Abuse of government website by steroid users denied
- 16 April 2014
- From the section Wales
Claims that steroid dealers are using publically-funded drug testing as guidance for which drugs to take are denied by the government.
BBC Wales has found bodybuilding websites discuss using the Welsh Emerging Drugs and Identification of Novel Substances Project (Wedinos).
One contributor said his dealer planned to test his products via the scheme.
Last year Public Health Wales warned the number of underground steroid labs had risen to a worrying level.
Wedinos, run by Public Health Wales, was set up to tackle the increase in new psychoactive substances, better known as legal highs.
It is designed to identify what chemicals are in circulation and then use that information to reduce the harm they can cause.
People can send in substances anonymously and then view a basic report on the Wedinos website outlining what the substance contains.
Several test results posted on the site identify the presence of anabolic steroids in samples it has received.
And, it has been discovered, that such results are being discussed on internet forums.
One contributor said: "Any of the UK/Welsh folks tried the Wedinos drug testing service? It's free, funded by the Welsh government primarily to test legal highs - but I've noticed from the sample results that folks are getting steroids and ancillaries tested too.
"It won't be for everyone as they don't measure purity levels - but it'll resolve some 'my gear is totally bunk' arguments."
Other comments include: "I got a tub (of a particular steroid) as it checked out on Wedinos" and "I'm praying Wedinos test the sample I've sent them but if not I need to find the most likely to be legit".

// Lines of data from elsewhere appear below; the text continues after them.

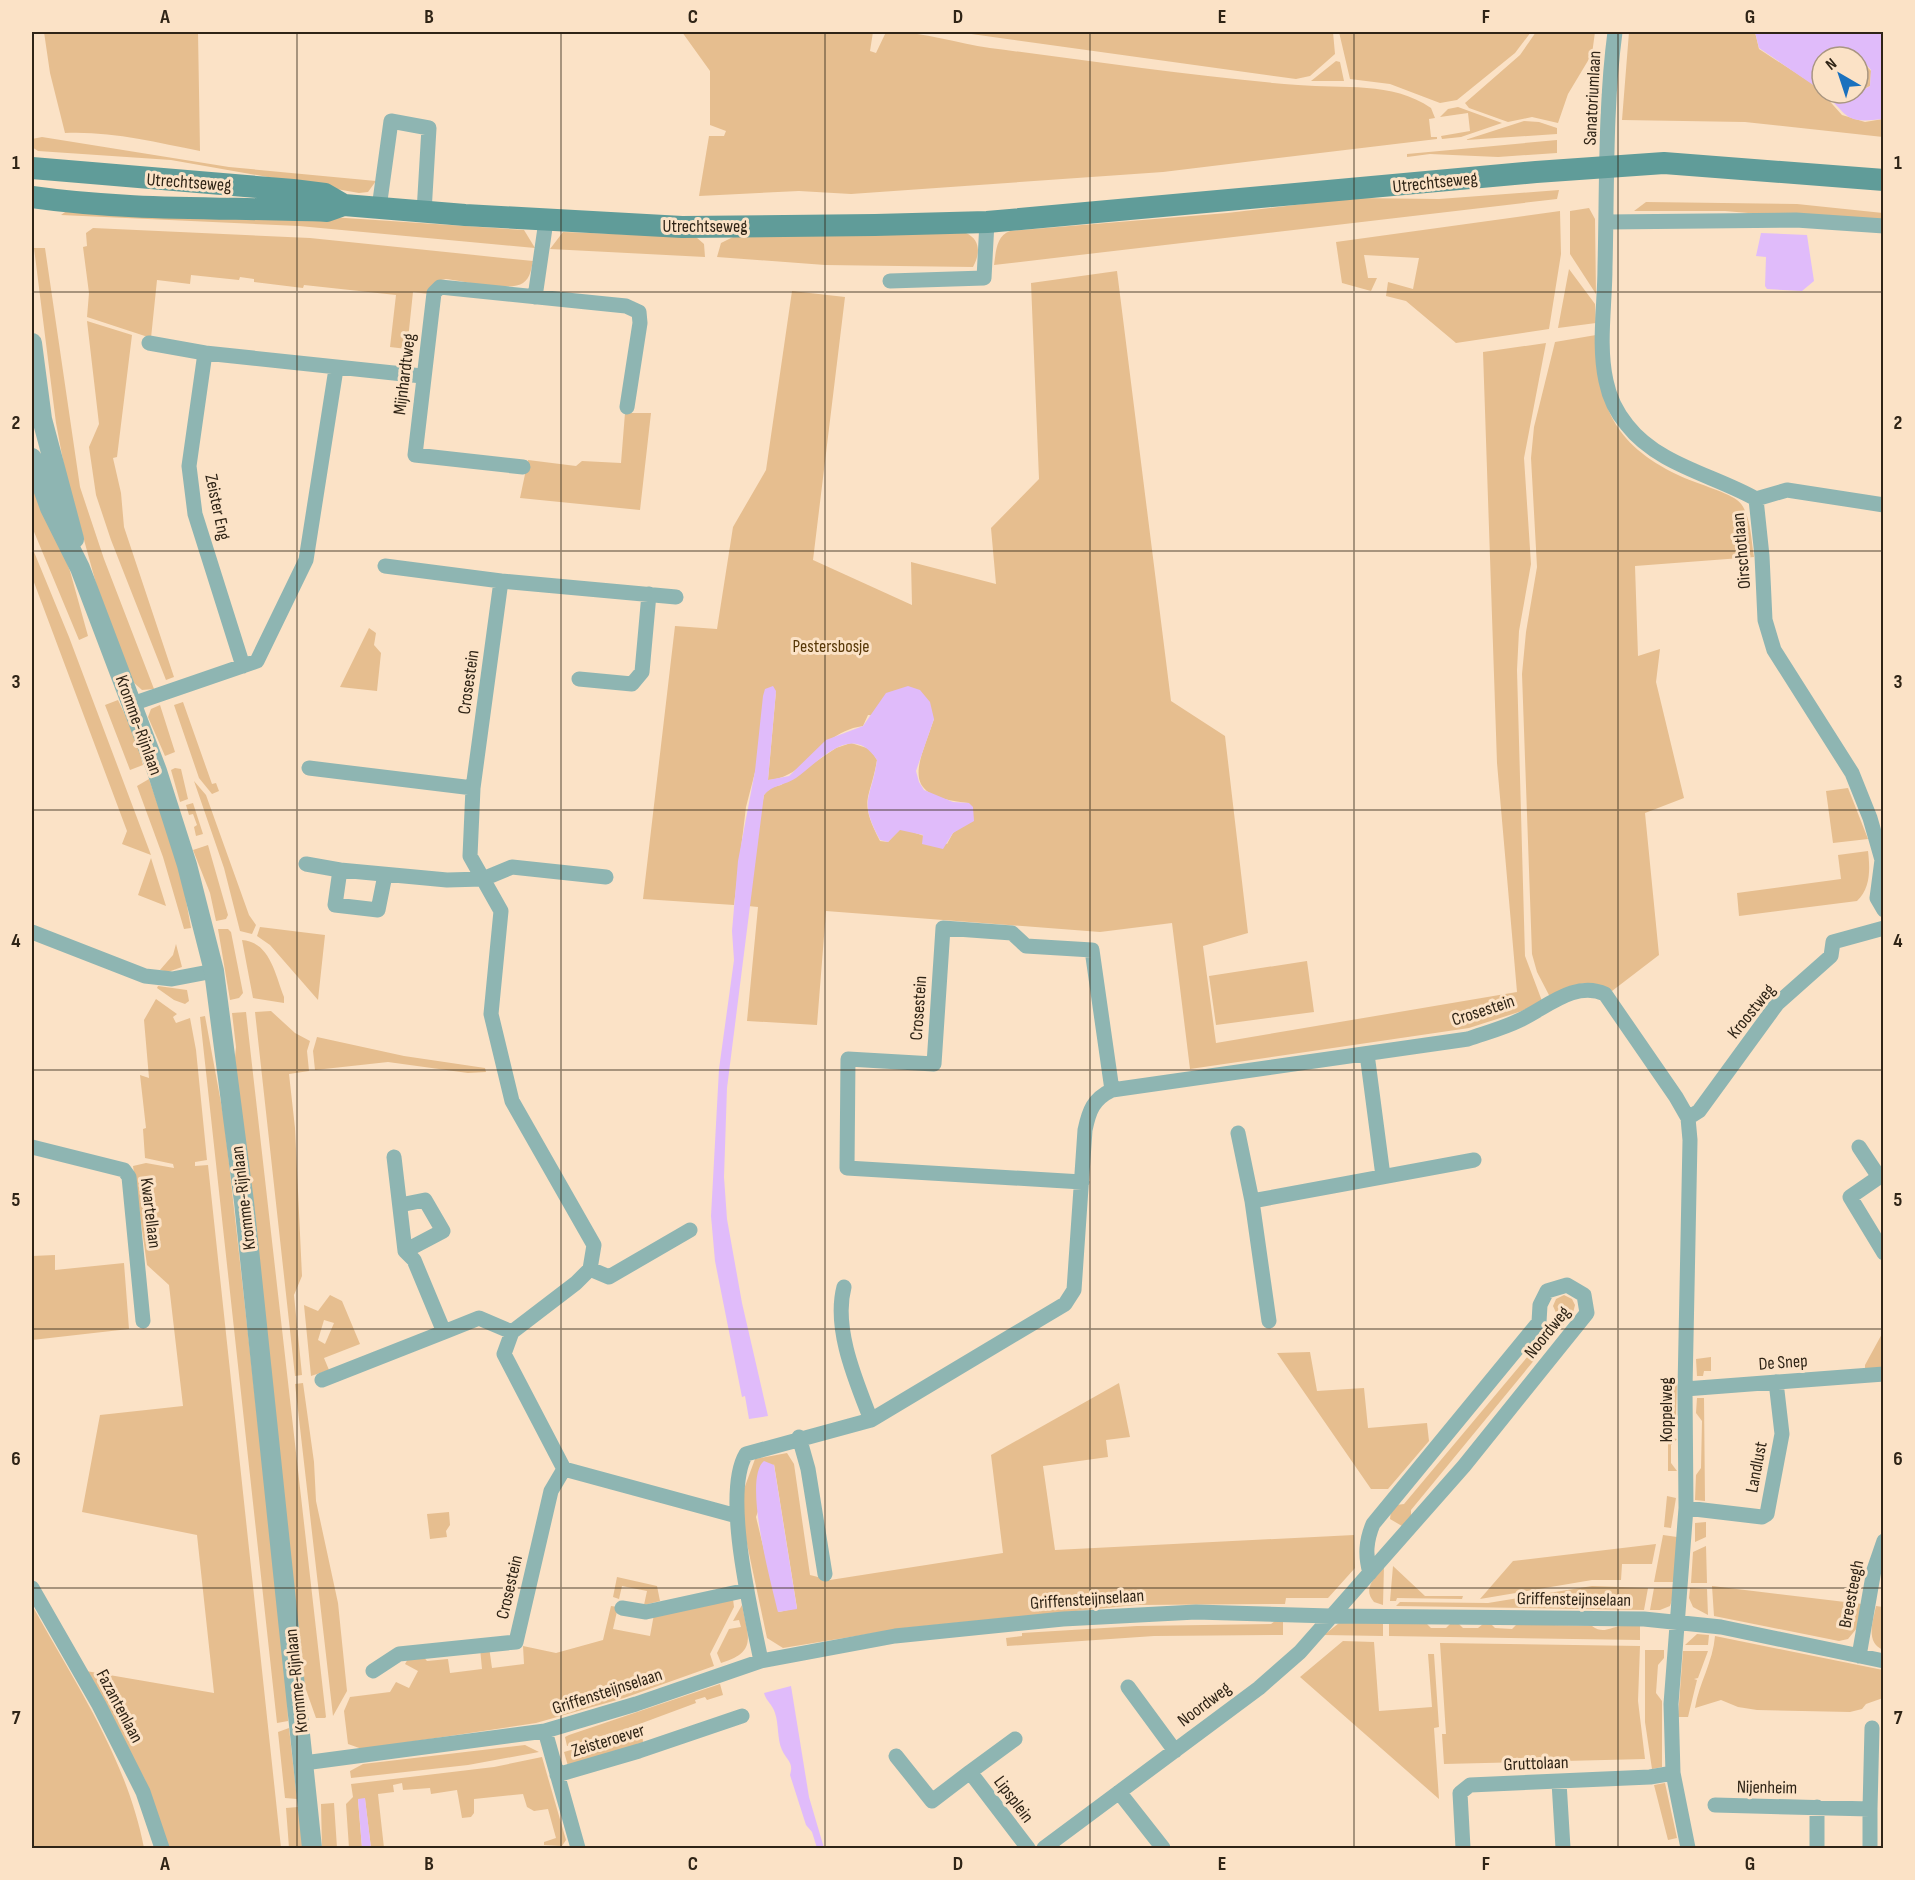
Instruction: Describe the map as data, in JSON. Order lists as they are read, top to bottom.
{
  "streets": {
    "main road": ["Utrechtseweg"],
    "street": [
      "Sanatoriumlaan",
      "Mijnhardtweg",
      "Zeister Eng",
      "Oirschotlaan",
      "Crosestein",
      "Kromme-Rijnlaan",
      "Kroostweg",
      "Kwartellaan",
      "Noordweg",
      "De Snep",
      "Koppelweg",
      "Landlust",
      "Breesteegh",
      "Griffensteijnselaan",
      "Fazantenlaan",
      "Zeisteroever",
      "Gruttolaan",
      "Nijenheim",
      "Lipsplein"
    ]
  },
  "crossings": [
    ["Sanatoriumlaan", "Utrechtseweg"],
    ["Sanatoriumlaan", "Oirschotlaan"],
    ["Utrechtseweg", "Oirschotlaan"],
    ["Crosestein", "Koppelweg"],
    ["Kromme-Rijnlaan", "Griffensteijnselaan"],
    ["Kroostweg", "Koppelweg"],
    ["Noordweg", "Griffensteijnselaan"],
    ["De Snep", "Koppelweg"],
    ["De Snep", "Landlust"],
    ["Koppelweg", "Landlust"],
    ["Koppelweg", "Griffensteijnselaan"],
    ["Koppelweg", "Gruttolaan"],
    ["Breesteegh", "Griffensteijnselaan"]
  ],
  "parks": ["Pestersbosje"],
  "north": "top left",
  "grid": {
    "columns": [
      "A",
      "B",
      "C",
      "D",
      "E",
      "F",
      "G"
    ],
    "rows": [
      "1",
      "2",
      "3",
      "4",
      "5",
      "6",
      "7"
    ]
  }
}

Anabolic steroids are prescription-only drugs. It is not illegal to possess them for personal use but dealing carries a maximum sentence of 14 years in prison.
Regular use can cause side effects ranging from infertility, high blood pressure, heart attacks, aggression and mood swings.

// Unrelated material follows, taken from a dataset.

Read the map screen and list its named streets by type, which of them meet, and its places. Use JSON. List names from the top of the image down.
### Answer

Darren Millar, the Welsh Conservatives' health spokesman, called for the Wedinos website to be scrapped because of the scope for abuse.
"There is potentially significant harm that can be done to people's lives as a result of this site, that's why I want it taken down from public view," he said.
But Dr Mohan De Silva from the Newport-based drugs charity Kaleidoscope said that Wedinos was right to test any steroid samples it receives from individual users.
He said: "It wasn't set up to test the purity or quantity of steroids out there but clearly if somebody has been given a substance they're using for whatever reason I think they should have the same level of access to test what they're taking.
"It may be that over time there may need to be a further look at exactly the volume that's coming in for steroid use, but until then I think it's something that should carry on as is."
In a joint statement, the Welsh government and Public Health Wales read: "Wedinos does not report on the purity of specific products but identifies and reports the chemical compounds within a sample, and highlights adverse effects users have experienced," the statement said.
"As such, it cannot be used as a quality assurance tool or be considered to promote the use of steroids and image enhancing drugs.
"The accessibility of the service is important as we know that many of those most at risk from substance misuse would not be in touch with treatment services but it remains vital that harm reduction messages reach these groups."